Bardzo zadłużona chińska grupa budowlana Evergrande odnotowała stratę netto w wysokości równowartości 100 miliardów euro w latach 2021 i 2022. Ta niegdyś największa chińska firma budowlana przesłała w poniedziałek na giełdę w Hongkongu dane bilansowe z dużym opóźnieniem za ostatnie dwa lata . Według niego zadłużenie firmy wzrosło do 2,44 bilionów juanów do grudnia 2022 roku, po rocznych stratach netto w wysokości 686 miliardów juanów w 2021 roku i 126 miliardów juanów w 2022 roku.
Istnieją „istotne niepewności, które mogą budzić poważne wątpliwości co do zdolności grupy do kontynuowania działalności” – czytamy w oświadczeniu. Sektor nieruchomości w Chinach wciąż przeżywa kryzys. Duże firmy budowlane, zwłaszcza Evergrande, nie są w stanie realizować projektów mieszkaniowych. Wynika to z trwającej od 2020 r. walki władz z zadłużeniem sektora.
Akcje Evergrande zostały zawieszone w obrocie na giełdzie w Hongkongu od marca 2022 r. W tym samym miesiącu grupa poinformowała, że nie będzie w stanie złożyć w terminie zbadanego raportu rocznego za 2021 rok. Wcześniej Evergrande ogłosił, że jego dług wzrósł do 1,97 biliona juanów (300 miliardów dolarów) i że istnieje ryzyko niewypłacalności.
Z przedłożonych dokumentów wynika, że grupa zamierza wznowić obrót akcjami. Jednak rosnące zadłużenie pokazuje również, że Evergrande wydaje się walczyć ze spłatą swoich długów, pomimo sprzedaży kilku spółek zależnych.

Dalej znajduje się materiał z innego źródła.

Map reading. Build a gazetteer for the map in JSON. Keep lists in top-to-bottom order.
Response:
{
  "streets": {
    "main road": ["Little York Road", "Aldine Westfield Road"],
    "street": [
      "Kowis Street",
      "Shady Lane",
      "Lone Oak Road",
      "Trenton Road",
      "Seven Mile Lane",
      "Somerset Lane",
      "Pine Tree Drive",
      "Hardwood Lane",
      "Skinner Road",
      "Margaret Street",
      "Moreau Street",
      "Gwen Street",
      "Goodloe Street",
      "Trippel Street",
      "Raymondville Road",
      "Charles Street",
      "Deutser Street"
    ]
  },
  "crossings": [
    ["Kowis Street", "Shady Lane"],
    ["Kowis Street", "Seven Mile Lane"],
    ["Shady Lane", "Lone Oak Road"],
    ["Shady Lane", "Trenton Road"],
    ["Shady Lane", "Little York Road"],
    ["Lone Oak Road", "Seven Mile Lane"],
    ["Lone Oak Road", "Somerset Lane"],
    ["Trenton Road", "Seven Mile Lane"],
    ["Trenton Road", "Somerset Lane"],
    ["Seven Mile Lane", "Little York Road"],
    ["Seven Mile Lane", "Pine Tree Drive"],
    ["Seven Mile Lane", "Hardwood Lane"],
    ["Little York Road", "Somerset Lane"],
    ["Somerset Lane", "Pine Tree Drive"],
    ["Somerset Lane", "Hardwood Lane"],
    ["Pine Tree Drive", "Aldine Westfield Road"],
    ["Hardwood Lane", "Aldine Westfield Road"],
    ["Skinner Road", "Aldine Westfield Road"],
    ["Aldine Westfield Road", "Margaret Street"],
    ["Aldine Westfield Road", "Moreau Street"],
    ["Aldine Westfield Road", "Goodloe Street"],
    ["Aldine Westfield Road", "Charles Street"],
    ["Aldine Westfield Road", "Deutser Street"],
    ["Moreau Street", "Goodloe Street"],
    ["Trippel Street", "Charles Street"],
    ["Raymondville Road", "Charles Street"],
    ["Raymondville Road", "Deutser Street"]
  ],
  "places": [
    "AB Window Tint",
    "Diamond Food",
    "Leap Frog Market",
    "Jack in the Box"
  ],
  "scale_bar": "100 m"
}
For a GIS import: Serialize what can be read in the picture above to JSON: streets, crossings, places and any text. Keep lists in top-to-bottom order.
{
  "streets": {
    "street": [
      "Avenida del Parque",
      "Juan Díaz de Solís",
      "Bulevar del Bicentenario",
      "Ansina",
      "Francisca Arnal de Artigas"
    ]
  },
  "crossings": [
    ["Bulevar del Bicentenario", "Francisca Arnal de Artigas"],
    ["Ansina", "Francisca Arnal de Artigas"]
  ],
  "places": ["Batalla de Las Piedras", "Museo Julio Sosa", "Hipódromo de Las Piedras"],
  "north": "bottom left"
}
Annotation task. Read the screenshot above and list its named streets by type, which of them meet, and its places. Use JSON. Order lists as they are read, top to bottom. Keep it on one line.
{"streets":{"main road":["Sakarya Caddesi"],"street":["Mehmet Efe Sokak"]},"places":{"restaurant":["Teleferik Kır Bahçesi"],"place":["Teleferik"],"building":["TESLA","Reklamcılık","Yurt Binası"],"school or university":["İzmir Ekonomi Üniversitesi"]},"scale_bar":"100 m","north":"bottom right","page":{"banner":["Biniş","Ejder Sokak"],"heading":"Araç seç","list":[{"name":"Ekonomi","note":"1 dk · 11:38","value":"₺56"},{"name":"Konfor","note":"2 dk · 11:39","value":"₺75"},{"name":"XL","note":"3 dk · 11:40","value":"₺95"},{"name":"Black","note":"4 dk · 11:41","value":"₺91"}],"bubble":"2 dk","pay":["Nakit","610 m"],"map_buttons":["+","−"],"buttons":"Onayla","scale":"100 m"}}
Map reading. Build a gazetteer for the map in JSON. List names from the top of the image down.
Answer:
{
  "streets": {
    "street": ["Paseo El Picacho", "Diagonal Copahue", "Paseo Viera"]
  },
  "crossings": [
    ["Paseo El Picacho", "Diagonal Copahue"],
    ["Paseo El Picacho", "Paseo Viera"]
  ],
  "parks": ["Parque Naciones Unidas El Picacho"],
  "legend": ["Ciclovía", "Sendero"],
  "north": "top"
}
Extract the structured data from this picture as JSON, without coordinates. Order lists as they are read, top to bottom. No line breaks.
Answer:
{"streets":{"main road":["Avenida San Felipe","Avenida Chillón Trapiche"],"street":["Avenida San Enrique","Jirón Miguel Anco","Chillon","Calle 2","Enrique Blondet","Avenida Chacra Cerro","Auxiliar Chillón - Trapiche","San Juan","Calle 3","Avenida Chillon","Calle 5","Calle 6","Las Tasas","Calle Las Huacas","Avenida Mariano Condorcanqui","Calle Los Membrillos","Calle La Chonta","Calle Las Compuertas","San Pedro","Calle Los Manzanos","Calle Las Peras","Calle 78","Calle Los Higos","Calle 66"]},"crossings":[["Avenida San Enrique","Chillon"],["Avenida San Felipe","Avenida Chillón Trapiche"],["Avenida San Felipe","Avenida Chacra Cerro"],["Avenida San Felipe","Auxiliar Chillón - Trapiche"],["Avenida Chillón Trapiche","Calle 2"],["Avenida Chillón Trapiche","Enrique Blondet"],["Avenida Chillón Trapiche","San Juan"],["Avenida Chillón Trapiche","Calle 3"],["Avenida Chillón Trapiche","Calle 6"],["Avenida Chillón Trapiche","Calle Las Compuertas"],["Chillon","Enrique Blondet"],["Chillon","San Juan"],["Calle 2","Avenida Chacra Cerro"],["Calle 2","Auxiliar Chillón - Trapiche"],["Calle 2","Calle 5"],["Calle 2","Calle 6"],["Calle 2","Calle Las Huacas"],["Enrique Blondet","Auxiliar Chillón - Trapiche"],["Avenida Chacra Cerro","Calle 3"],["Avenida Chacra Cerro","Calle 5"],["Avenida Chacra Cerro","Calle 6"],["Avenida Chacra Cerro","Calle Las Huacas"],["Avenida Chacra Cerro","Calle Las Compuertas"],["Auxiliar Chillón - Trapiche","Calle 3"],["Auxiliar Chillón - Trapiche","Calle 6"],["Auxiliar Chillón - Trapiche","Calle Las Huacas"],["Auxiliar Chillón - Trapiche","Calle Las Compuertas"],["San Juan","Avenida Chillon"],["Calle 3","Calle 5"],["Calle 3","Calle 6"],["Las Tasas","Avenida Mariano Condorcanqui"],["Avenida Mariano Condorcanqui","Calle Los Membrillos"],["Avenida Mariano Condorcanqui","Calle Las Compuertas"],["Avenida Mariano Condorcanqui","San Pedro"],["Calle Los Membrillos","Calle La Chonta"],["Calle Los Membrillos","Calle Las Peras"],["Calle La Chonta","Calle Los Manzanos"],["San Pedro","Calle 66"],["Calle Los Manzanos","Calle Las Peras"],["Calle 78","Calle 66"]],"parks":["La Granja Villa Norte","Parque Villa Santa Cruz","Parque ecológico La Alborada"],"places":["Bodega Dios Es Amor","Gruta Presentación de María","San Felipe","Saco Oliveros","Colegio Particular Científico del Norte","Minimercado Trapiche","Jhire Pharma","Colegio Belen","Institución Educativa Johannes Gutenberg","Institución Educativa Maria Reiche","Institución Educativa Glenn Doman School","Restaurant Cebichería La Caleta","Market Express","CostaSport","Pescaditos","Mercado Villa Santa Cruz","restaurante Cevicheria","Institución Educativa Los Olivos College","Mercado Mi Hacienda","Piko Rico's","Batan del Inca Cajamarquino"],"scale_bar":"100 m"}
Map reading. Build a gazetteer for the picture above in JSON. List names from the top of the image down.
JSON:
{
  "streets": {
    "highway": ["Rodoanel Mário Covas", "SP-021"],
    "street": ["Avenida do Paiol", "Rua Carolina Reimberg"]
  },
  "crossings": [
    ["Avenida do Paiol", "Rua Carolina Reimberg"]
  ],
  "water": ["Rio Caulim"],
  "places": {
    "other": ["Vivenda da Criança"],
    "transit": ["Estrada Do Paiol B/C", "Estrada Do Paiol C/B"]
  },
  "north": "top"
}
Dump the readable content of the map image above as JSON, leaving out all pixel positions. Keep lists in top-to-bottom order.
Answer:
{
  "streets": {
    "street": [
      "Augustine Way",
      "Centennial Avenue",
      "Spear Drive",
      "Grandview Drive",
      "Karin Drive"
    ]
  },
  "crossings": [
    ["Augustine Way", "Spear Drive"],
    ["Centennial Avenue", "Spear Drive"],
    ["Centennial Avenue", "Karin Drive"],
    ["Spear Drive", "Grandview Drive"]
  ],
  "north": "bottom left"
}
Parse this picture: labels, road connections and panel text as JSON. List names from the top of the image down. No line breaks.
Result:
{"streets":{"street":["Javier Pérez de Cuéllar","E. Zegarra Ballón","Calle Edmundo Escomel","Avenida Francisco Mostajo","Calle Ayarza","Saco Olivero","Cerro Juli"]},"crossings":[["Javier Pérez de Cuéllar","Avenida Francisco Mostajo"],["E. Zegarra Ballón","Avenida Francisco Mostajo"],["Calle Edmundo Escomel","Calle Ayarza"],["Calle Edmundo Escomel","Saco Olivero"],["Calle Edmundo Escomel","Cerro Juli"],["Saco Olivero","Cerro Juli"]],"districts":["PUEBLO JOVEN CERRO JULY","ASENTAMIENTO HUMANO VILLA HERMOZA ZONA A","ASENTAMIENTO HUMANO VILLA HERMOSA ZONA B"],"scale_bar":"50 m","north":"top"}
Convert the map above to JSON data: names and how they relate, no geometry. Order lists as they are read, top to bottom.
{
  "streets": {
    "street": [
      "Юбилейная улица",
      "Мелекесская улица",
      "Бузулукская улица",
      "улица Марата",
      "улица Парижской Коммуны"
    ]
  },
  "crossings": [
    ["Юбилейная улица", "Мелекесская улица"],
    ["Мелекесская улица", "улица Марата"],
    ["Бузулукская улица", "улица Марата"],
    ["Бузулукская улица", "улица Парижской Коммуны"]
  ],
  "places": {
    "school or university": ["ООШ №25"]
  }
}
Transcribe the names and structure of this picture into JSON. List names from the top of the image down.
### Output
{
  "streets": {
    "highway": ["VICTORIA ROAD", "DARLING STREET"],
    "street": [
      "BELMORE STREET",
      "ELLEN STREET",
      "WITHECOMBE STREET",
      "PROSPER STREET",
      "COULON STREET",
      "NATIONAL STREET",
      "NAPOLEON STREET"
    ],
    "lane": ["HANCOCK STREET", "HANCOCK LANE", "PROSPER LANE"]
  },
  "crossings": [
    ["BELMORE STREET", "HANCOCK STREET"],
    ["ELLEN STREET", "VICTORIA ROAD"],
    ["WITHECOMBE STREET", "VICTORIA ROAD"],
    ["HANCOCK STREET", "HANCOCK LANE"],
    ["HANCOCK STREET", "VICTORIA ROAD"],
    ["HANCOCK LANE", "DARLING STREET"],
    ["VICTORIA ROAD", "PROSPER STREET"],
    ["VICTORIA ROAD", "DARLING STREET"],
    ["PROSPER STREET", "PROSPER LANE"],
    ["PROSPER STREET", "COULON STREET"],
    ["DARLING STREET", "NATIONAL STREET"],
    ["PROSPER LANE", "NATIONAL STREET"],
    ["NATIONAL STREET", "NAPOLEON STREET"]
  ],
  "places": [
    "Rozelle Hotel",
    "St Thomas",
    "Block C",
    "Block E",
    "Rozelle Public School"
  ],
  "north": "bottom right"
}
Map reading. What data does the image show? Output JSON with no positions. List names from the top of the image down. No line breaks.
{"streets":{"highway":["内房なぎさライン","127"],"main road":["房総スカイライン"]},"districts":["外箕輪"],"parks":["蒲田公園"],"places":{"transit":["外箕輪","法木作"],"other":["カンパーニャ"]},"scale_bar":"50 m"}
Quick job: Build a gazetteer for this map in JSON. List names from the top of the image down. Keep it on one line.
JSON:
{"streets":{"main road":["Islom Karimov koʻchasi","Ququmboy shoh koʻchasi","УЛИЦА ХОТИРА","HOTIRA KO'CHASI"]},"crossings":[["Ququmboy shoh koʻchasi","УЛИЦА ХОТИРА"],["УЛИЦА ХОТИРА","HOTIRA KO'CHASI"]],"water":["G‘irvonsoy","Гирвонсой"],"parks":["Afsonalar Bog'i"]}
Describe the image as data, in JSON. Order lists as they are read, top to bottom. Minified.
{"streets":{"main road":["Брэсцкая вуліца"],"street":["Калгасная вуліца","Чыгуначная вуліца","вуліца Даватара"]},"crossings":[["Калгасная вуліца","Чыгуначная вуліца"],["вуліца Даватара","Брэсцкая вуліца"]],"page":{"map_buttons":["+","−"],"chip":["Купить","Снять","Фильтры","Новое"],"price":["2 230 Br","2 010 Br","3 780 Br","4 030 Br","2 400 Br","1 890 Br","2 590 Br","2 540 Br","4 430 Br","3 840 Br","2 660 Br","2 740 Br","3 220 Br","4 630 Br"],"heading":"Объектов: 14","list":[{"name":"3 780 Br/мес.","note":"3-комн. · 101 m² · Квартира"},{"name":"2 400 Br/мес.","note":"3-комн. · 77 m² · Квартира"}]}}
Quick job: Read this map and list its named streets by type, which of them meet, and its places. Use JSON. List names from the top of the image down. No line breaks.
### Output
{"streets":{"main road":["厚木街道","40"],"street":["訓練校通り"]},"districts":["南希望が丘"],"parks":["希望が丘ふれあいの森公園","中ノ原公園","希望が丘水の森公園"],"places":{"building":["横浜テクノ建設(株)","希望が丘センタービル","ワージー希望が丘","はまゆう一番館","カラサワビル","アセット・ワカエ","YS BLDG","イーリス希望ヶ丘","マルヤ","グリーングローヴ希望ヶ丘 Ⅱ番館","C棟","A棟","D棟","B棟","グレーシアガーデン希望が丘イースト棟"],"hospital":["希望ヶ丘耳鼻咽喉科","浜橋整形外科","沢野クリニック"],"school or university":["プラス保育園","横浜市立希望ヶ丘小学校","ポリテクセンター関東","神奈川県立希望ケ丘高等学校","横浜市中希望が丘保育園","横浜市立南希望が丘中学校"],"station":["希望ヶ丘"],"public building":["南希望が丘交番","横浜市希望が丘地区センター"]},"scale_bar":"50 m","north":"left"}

Wraz z postępującą cyfryzacją wymagania dotyczące wielu zawodów uległy zmianie. Wymagane umiejętności są o wiele bardziej rozległe niż te, których można by się nauczyć na czystym „szkoleniu informatycznym”. Tę rolę odgrywa doskonalenie umiejętności. Upadłość firmy budowlanej miałaby daleko idące konsekwencje ekonomiczne.